▶ Work instructions
Find every line of the records that has "drawer" and return it.

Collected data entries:
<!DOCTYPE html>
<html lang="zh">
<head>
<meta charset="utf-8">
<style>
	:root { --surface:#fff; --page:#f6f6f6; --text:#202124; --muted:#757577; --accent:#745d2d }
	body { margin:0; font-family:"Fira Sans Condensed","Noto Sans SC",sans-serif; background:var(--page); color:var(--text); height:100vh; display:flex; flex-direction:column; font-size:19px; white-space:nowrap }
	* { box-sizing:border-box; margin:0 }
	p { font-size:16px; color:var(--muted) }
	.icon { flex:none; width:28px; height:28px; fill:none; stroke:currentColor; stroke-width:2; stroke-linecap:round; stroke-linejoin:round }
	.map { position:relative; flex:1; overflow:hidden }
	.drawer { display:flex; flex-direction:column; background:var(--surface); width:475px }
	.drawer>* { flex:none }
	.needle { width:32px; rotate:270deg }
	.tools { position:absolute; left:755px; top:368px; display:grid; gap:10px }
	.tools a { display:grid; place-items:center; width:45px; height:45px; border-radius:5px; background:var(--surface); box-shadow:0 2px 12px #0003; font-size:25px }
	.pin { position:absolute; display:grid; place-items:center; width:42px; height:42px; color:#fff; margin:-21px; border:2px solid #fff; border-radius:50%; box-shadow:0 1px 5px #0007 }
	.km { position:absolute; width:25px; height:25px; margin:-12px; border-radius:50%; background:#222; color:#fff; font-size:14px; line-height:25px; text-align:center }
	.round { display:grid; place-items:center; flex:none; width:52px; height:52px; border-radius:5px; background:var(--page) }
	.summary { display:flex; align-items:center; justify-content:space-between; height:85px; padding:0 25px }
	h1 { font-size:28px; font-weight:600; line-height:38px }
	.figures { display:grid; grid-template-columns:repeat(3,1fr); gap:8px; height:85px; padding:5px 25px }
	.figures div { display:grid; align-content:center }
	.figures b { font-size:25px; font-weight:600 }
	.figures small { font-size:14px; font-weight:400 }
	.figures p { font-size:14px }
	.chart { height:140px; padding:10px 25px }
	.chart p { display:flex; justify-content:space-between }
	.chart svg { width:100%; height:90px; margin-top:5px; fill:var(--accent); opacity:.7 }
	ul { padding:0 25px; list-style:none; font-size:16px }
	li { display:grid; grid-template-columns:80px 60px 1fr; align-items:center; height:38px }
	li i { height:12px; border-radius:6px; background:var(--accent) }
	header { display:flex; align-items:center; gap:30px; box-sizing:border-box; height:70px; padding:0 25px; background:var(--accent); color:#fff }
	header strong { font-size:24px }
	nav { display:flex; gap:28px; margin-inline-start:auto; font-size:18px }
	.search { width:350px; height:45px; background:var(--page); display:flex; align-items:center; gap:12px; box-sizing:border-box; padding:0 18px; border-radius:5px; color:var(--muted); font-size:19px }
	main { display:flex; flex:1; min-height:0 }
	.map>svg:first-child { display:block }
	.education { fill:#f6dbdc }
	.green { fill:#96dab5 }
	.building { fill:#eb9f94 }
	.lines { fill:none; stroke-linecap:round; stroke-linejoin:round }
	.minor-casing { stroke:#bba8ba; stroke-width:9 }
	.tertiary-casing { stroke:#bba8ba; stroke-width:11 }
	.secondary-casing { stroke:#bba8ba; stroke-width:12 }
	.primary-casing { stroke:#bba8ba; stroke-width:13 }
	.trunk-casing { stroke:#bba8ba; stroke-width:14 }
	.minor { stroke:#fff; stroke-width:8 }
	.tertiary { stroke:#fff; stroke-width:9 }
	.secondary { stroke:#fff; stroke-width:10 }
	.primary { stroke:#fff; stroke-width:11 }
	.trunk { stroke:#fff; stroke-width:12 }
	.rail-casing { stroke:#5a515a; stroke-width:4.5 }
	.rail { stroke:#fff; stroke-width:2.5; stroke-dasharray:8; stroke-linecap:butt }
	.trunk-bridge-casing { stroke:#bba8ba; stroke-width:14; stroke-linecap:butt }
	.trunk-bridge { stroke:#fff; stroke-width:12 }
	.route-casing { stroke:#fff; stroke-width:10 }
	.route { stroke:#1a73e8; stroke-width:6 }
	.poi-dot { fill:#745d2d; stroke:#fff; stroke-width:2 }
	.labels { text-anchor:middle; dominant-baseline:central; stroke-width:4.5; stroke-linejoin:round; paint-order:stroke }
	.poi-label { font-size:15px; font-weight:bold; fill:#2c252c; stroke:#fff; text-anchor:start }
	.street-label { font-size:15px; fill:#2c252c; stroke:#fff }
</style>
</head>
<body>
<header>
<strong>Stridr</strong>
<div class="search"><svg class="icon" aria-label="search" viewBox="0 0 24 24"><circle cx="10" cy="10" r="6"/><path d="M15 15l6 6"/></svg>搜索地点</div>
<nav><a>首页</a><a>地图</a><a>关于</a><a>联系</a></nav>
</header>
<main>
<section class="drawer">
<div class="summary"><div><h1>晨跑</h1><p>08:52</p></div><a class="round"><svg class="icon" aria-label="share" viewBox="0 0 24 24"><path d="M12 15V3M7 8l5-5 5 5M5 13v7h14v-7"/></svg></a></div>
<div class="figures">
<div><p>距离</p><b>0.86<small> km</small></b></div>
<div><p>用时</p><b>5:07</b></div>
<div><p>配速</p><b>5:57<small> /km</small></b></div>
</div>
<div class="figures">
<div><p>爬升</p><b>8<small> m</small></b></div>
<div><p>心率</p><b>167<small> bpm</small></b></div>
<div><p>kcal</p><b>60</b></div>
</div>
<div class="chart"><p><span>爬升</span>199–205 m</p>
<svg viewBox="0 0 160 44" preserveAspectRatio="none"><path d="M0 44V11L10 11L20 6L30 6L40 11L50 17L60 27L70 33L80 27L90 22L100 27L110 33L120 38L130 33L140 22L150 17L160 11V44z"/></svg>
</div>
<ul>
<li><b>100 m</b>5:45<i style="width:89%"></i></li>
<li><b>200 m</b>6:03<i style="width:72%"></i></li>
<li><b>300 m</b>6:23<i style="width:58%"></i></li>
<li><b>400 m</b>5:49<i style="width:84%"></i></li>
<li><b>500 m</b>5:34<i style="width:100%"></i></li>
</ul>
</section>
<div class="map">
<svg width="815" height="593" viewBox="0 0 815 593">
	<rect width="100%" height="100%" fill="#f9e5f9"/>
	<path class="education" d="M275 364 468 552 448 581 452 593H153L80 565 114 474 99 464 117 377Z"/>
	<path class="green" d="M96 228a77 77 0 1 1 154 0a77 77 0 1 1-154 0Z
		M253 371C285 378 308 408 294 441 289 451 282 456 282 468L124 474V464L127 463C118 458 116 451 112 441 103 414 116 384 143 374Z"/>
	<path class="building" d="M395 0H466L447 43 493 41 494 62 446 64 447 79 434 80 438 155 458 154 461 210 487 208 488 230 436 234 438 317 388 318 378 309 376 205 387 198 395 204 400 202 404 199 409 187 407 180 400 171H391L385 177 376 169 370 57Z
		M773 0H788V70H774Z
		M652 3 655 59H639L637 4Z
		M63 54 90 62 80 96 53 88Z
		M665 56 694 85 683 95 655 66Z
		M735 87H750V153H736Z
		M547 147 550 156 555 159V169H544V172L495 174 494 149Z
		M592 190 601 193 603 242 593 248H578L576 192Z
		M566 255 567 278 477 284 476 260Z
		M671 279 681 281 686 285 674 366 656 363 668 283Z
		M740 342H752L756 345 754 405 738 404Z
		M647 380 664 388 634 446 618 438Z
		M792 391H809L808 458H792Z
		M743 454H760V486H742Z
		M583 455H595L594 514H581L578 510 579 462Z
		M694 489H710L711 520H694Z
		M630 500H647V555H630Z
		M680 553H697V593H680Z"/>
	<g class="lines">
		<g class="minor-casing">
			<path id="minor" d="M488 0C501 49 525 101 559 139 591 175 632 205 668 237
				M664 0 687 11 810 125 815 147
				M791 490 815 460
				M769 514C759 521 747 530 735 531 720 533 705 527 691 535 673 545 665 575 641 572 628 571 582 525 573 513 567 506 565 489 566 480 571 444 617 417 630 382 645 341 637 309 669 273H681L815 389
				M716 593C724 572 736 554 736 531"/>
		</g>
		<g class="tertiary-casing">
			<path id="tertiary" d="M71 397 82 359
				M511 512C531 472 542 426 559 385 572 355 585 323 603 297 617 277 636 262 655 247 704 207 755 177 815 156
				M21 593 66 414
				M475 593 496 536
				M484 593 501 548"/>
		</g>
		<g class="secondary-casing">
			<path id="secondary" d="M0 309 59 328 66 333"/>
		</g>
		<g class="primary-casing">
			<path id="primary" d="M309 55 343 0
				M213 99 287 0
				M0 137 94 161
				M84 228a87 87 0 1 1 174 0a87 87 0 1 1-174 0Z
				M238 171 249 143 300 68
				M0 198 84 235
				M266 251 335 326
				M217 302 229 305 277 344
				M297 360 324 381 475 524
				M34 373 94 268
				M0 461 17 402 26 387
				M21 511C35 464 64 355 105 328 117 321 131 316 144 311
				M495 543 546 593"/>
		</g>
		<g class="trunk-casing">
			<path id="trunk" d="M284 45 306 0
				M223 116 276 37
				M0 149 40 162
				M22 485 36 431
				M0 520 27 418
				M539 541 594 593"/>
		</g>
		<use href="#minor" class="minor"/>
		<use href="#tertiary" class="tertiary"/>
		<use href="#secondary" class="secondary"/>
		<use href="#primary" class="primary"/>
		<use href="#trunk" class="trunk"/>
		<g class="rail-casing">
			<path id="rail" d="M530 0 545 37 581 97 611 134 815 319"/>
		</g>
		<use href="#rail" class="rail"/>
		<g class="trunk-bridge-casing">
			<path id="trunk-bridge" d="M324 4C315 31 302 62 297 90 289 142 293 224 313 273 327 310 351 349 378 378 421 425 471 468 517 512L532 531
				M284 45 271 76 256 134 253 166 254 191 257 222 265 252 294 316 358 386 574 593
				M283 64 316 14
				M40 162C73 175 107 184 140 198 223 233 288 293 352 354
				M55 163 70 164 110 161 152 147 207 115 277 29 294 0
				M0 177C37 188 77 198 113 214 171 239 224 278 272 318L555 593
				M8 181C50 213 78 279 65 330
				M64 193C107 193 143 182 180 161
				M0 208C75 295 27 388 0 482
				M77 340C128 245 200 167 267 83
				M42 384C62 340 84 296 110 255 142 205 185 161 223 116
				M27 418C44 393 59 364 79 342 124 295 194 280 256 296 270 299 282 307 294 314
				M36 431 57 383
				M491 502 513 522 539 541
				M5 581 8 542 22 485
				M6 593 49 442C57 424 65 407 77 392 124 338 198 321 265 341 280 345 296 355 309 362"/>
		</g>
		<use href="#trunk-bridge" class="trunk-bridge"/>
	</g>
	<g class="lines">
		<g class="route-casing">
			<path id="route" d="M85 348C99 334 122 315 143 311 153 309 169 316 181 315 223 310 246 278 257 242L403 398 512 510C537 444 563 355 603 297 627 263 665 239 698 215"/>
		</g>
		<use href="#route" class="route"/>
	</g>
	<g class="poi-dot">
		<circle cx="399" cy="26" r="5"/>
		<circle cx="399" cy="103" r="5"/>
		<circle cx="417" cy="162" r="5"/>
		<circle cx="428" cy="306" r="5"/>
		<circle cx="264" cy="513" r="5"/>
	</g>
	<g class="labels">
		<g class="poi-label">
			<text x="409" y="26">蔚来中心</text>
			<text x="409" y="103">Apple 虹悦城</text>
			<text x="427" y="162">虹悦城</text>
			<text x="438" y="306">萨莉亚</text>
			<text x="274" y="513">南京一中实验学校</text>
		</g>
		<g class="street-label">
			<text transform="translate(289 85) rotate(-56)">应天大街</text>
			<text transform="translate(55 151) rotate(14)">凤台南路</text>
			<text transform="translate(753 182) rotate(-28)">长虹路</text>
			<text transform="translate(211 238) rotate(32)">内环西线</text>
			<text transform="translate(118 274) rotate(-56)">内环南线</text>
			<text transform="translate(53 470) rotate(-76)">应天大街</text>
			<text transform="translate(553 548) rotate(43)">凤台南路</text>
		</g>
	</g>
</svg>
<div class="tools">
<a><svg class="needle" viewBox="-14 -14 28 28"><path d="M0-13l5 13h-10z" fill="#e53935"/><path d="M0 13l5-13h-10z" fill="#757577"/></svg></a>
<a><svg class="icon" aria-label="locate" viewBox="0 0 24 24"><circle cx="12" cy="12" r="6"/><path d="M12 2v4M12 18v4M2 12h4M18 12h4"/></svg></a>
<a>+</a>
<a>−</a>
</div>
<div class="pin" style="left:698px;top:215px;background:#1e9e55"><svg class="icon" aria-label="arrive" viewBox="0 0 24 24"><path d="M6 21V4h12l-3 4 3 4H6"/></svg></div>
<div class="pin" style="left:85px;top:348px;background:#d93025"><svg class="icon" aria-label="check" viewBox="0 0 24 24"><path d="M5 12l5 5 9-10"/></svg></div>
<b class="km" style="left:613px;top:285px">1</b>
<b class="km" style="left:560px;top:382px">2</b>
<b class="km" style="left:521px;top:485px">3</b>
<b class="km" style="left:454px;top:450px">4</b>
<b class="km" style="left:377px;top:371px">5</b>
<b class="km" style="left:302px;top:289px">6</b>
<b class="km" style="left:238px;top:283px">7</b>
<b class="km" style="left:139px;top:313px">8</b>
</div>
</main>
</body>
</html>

▶ Written solution
	.drawer { display:flex; flex-direction:column; background:var(--surface); width:475px }
	.drawer>* { flex:none }
<section class="drawer">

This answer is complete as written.